Coups de téléphone répétés, réunions secrètes dans des hôtels : douze industriels du jambon et de la charcuterie vont devoir payer 93 millions d'euros au total pour avoir formé un "cartel" afin de s'entendre sur les prix entre 2010 et 2013.
14,7 millions d'euros, c'est l'amende que devra payer Fleury Michon.
L'industriel vendéen a été condamné ce jeudi 16 juillet avec 11 autres groupes industriels pour des ententes sur les prix des pièces de jambon.
La plus forte sanction (35,5 millions d'euros), rendue publique jeudi par l'Autorité de la concurrence, vise le leader français de la production porcine, la coopérative Cooperl, qui possède six sites intervenant dans la fabrication de charcuterie.
La Cooperl et Fleury-Michon feront appel de cette décision, ont annoncé les deux groupes à la mi-journée.
"Fleury Michon n’est pas concerné par les griefs pour entente sur les prix de vente de produits (entente à l’aval), a réagi l'industriel basé à Pouzauges en Vendée, Fleury Michon conteste avoir participé à une entente anticoncurrentielle portant sur le prix d’achat de certaines matières premières (entente à l’amont). Fleury Michon regrette que l’Autorité de la concurrence n’ait pas tenu compte des éléments qu’elle a communiqués pour sa défense".

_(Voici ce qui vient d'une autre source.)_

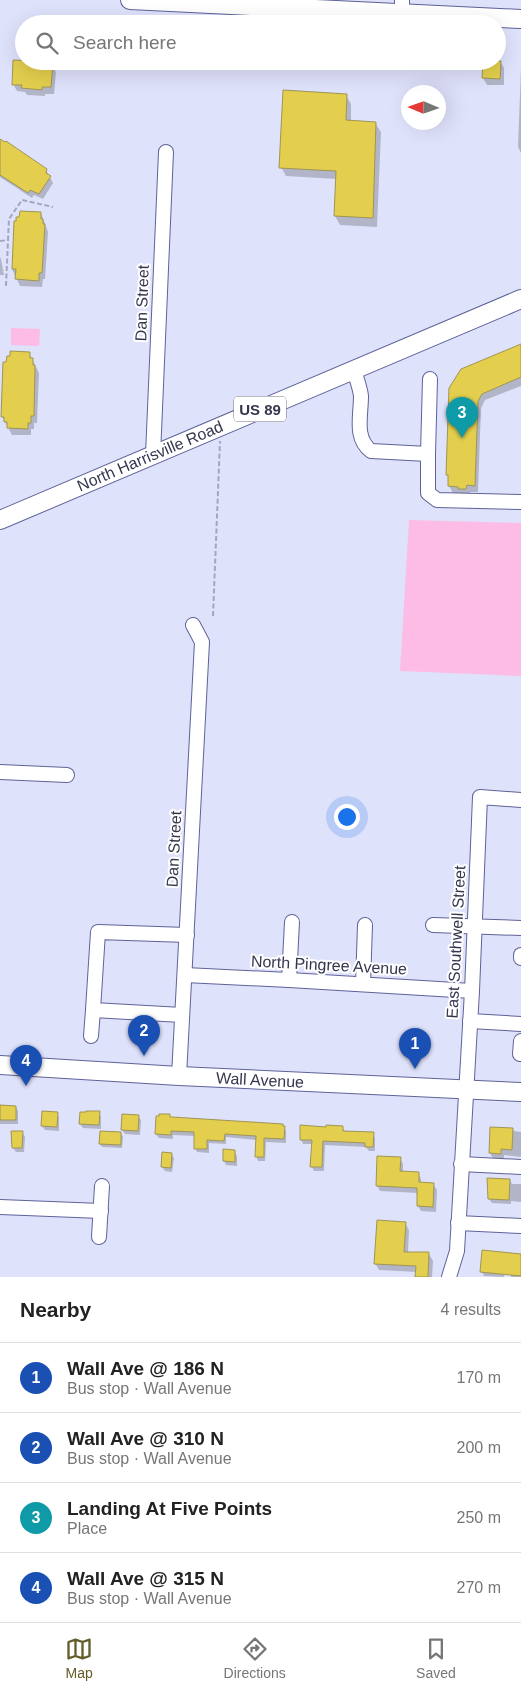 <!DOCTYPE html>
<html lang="en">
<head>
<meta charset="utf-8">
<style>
  body { margin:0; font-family:Arial,sans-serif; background:#f2f2f2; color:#222 }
  .compass { position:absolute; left:401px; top:85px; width:45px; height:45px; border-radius:50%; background:#fff; box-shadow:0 5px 20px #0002; rotate:272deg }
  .you { position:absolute; left:346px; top:816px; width:18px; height:18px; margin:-12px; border:4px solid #fff; border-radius:50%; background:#1a73e8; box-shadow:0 0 0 8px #1a73e833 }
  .badge { display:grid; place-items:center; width:32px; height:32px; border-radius:50%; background:#645c29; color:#fff; font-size:16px; font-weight:700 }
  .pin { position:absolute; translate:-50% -41px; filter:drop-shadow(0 1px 2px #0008) }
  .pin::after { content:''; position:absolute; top:26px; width:18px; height:15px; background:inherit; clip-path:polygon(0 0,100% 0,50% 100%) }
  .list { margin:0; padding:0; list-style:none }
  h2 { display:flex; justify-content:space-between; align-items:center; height:65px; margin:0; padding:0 20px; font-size:21px }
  h2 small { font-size:16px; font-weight:400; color:#767676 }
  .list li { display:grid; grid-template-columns:32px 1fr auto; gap:15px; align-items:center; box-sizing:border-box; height:70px; padding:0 20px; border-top:1px solid #e0e0e0 }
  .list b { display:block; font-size:19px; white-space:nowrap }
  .list p { margin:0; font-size:16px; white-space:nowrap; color:#767676 }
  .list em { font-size:16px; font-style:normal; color:#767676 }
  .icon { flex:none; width:28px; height:28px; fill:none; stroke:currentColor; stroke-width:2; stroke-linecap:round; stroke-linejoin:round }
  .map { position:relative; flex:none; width:521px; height:1277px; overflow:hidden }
  .search { position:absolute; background:#fff; box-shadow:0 5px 20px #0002; left:15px; right:15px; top:15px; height:55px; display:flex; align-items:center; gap:12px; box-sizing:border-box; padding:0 18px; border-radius:28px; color:#767676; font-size:19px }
  .sheet { height:345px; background:#fff }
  nav { display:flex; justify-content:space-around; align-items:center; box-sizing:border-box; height:70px; border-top:1px solid #e0e0e0; background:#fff; font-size:14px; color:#767676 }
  nav a { display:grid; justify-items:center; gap:2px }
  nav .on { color:#645c29 }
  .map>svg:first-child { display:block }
  .green { fill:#fcbce5 }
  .shadow { fill:#0003 }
  .building { fill:#e3cf4d; stroke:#9f9555 }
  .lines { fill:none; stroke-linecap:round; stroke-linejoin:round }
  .minor-casing { stroke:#5f6298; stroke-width:16 }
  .major-casing { stroke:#5f6298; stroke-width:20 }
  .path { stroke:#a4a6bf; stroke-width:2; stroke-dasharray:5 2.5; stroke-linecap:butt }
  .minor { stroke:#fff; stroke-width:14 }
  .major { stroke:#fff; stroke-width:18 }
  .labels { text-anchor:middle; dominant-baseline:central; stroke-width:4; stroke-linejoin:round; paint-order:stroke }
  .shield { fill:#fff; stroke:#717283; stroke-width:1 }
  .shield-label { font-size:15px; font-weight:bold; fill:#34364e }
  .street-label { font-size:16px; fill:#34364e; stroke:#fff }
</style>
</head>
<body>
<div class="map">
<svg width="521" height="1277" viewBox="0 0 521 1277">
  <rect width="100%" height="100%" fill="#dfe2fb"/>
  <!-- green -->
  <g class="green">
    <polygon points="11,328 40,329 39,346 11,345"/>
    <polygon points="409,520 521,523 521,676 400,671"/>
  </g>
  <!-- shadow -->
  <g class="shadow">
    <polygon points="42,61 44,64 52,65 56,72 54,94 45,94 45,96 27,95 25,92 17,91 13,84"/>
    <polygon points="500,61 504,68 504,85 487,85 483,78"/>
    <polygon points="521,67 521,153 518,147"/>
    <polygon points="346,95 351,104 351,122 375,123 381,132 377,227 340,225 335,216 337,179 286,176 281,167"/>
    <polygon points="0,143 46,170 53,183 43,199 34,195 32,198 0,177"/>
    <polygon points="41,213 48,232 45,279 43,279 42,287 20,286 12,269"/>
    <polygon points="0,257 1,259 4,275 0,275"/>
    <polygon points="521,346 521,386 485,400 481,408 478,492 470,492 470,496 453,493 449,486 449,478 447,475 450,388"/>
    <polygon points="29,353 39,373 37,423 34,423 34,429 31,429 31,435 12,435 2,416"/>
    <polygon points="0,1106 16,1107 18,1111 18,1124 0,1124"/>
    <polygon points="57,1113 59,1117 59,1131 45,1130 42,1126"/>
    <polygon points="99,1113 101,1117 101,1129 83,1128 80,1124"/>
    <polygon points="123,1115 138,1116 141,1120 140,1135 125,1134 122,1130"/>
    <polygon points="169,1116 171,1118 284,1127 286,1131 286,1143 266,1142 265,1161 258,1161 256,1156 257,1140 226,1137 226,1144 209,1143 209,1153 197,1152 195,1148 195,1136 173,1135 173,1139 159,1138 156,1134"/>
    <polygon points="342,1127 345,1132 373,1134 375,1138 375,1151 369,1151 366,1147 325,1145 324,1171 314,1171 312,1167 313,1144 303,1144 301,1139 327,1128"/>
    <polygon points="513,1129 514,1131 521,1132 521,1157 504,1155 504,1160 494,1160 490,1153"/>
    <polygon points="22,1132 25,1137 24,1152 16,1152 13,1148"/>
    <polygon points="121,1133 123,1137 122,1148 102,1147 100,1144"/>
    <polygon points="234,1151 237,1156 237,1166 226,1165 224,1161"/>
    <polygon points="171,1154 174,1158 172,1172 165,1171 162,1167"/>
    <polygon points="400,1158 403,1164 403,1173 418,1173 421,1179 421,1184 433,1184 437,1190 436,1212 421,1211 418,1206 418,1193 380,1191 377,1185"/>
    <polygon points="510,1180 512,1184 521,1184 521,1202 511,1201 511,1204 492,1203 489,1199"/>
    <polygon points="405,1223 409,1230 408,1253 429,1254 433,1261 432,1277 416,1277 417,1272 379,1270 375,1263"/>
    <polygon points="510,1255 521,1255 521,1277 511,1277"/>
    <polygon points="507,1259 504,1277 484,1276 482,1272"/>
  </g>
  <!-- building -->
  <g class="building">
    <polygon points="13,60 43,61 43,63 53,64 51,87 42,87 42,90 21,88 22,85 12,85"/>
    <polygon points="483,61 501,61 500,79 482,78"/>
    <polygon points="283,90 347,94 346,120 376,122 373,218 334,216 336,171 279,168"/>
    <polygon points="0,139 5,142 6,141 47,169 46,173 51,176 39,194 30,190 28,193 0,175"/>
    <polygon points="20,211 41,212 41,219 43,219 43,224 45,224 42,273 39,273 39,281 15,279 16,269 12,269 14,221 16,221 16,217 19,217"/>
    <polygon points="521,344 521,377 482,394 478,401 475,486 467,485 466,489 458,489 458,487 448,486 448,475 446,475 449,388 461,369"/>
    <polygon points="10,351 30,352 30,358 33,358 33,365 35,365 34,416 31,416 31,423 28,423 28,429 7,428 7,422 4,422 4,417 1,417 3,362 6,362 7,356 10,356"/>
    <polygon points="0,1105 16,1106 16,1120 0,1120"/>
    <polygon points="42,1111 58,1112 57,1127 41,1126"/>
    <polygon points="86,1111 100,1111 99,1125 79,1124 80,1112 86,1112"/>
    <polygon points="122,1114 139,1115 138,1131 121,1130"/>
    <polygon points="159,1114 170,1114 170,1117 172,1117 283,1124 283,1126 285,1126 284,1139 264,1138 264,1157 255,1157 256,1136 225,1134 224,1141 207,1140 207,1149 194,1149 194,1132 171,1131 171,1135 155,1134 156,1116 159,1116"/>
    <polygon points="300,1125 326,1127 326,1125 343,1126 343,1131 374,1132 373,1147 365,1147 365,1143 323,1141 322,1167 310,1167 312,1140 300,1140"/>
    <polygon points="490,1127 513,1128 512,1150 501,1149 501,1154 489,1153"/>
    <polygon points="11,1131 23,1131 22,1148 12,1148"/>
    <polygon points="100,1131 121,1132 121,1145 99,1144"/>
    <polygon points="223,1149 235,1150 235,1162 223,1161"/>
    <polygon points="162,1152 172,1153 171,1168 161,1167"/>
    <polygon points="377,1156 401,1157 400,1171 419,1172 419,1182 434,1183 433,1207 417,1206 417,1188 376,1186"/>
    <polygon points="487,1178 510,1179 509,1200 488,1199"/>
    <polygon points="377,1220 406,1222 404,1252 429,1252 428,1277 415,1277 416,1266 374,1264"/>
    <polygon points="482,1250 521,1254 521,1276 480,1272"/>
  </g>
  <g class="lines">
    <defs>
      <g id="minor">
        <polyline points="402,14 402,0"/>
        <path d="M354,369C356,378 360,387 361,396C361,416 354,438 371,451L428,454V493L437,500L521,502"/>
        <polyline points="428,454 430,379"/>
        <polyline points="153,455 166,152"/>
        <polyline points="0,772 67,775"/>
        <polyline points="433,925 521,928"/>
        <polyline points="521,958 521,955"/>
        <polyline points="185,975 289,980 472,991"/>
        <polyline points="289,980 292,922"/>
        <polyline points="363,984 365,925"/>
        <polyline points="182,1015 93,1010 98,932 187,935"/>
        <polyline points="470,1021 521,1024"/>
        <polyline points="91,1036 93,1010"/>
        <polyline points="520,1054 521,1041"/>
        <polyline points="179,1076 202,642 193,625"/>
        <polyline points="461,1164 521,1167"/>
        <polyline points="0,1207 101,1211"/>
        <polyline points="458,1223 521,1226"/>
        <polyline points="99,1237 102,1186"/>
        <polyline points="449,1277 457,1251 472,991 480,797 521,800"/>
      </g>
      <g id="major">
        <polyline points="130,0 521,19"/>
        <polyline points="0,520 521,299"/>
        <polyline points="0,1065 179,1076 521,1092"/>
      </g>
    </defs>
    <!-- minor casing -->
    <use href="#minor" class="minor-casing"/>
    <!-- major casing -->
    <use href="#major" class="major-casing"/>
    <!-- path -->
    <g class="path">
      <polyline points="0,241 8,240 9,219 22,200 53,207"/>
      <polyline points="6,286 8,240"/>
      <polyline points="213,616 220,441"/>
    </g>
    <!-- minor -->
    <use href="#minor" class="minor"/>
    <!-- major -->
    <use href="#major" class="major"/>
  </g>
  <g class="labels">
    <!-- shield labels -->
    <rect class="shield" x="234" y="396.5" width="52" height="25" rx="4"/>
    <g class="shield-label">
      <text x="260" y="409">US 89</text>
    </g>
    <!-- street labels -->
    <g class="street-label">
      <text transform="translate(142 303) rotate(-88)">Dan Street</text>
      <text transform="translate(150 456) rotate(-23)">North Harrisville Road</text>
      <text transform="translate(174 849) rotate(-87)">Dan Street</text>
      <text transform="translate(456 942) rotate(-87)">East Southwell Street</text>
      <text transform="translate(329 965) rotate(3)">North Pingree Avenue</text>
      <text transform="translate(260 1080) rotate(3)">Wall Avenue</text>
    </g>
  </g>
</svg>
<svg class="compass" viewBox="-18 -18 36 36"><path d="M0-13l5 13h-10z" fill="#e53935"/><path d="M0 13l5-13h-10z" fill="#767676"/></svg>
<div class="you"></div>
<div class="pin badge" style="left:415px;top:1069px;background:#1a4fb4">1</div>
<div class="pin badge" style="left:144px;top:1056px;background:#1a4fb4">2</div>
<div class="pin badge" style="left:462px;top:438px;background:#0f9aa8">3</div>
<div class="pin badge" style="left:26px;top:1086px;background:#1a4fb4">4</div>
<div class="search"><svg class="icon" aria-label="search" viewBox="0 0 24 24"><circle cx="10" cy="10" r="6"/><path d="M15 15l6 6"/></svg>Search here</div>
</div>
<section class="sheet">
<h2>Nearby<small>4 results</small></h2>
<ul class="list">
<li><span class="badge" style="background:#1a4fb4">1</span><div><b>Wall Ave @ 186 N</b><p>Bus stop · Wall Avenue</p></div><em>170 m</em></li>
<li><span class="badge" style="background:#1a4fb4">2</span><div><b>Wall Ave @ 310 N</b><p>Bus stop · Wall Avenue</p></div><em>200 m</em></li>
<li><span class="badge" style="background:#0f9aa8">3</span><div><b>Landing At Five Points</b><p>Place</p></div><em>250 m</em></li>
<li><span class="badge" style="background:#1a4fb4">4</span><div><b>Wall Ave @ 315 N</b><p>Bus stop · Wall Avenue</p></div><em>270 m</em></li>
</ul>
</section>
<nav>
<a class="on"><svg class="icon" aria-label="map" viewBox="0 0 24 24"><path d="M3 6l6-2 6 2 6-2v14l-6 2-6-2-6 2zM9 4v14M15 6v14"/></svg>Map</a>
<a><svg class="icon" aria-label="directions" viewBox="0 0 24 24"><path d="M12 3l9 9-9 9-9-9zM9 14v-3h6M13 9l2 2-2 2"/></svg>Directions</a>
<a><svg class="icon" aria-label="saved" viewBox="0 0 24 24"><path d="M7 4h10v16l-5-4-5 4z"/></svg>Saved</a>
</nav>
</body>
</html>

Des ententes pour acheter le jambon moins cher
"Les industriels concernés (les "charcutiers-salaisonniers") se coordonnaient pour acheter moins cher les pièces de jambon auprès des abatteurs et/ou s'entendaient par ailleurs sur les hausses de prix des produits charcutiers qu'ils entendaient pratiquer auprès des enseignes de la grande distribution, pour leurs marques de distributeurs (MDD) ou "premiers prix", indique l'Autorité de la concurrence dans un communiqué."Les ententes ont concerné de très nombreux produits de consommation courante (jambon cru, jambon cuit, saucissons, rosette, chorizo...)", ajoute l'Autorité de la concurrence.
"Les charcutiers-salaisonniers se contactaient individuellement par téléphone avant le début des négociations avec les abatteurs, généralement le jeudi après-midi ou le vendredi matin, afin d'aboutir à une position commune de négociation", explique l'Autorité.
Une procédure de clémence
Les pratiques mises au jour ont "notamment été révélées grâce à la procédure de clémence, qui permet aux entreprises ayant participé à une entente d'en dévoiler l'existence à l'Autorité et d'obtenir, sous certaines conditions, le bénéfice d'une exonération totale ou partielle de sanction pécuniaire", précise l'Autorité."En l'espèce, deux groupes, Campofrio et Coop, ont sollicité la clémence et apporté des éléments à l'instruction", est-il indiqué. Ils ont néanmoins été sanctionnés, à hauteur respectivement d'un et six millions d'euros.
Dans un communiqué, la Cooperl dénonce une "manipulation", "sur la base d'éléments aussi faux que calomnieux qui ont été créés de toutes pièces par un groupe concurrent".
De son côté, l'entreprise Fleury Michon "regrette que l'Autorité de la concurrence n'ait pas tenu compte des éléments qu'elle a communiqués pour sa défense" et "déplore d'autant plus la décision de l'Autorité de la concurrence que la sanction pécuniaire est particulièrement lourde et frappe un secteur fragilisé".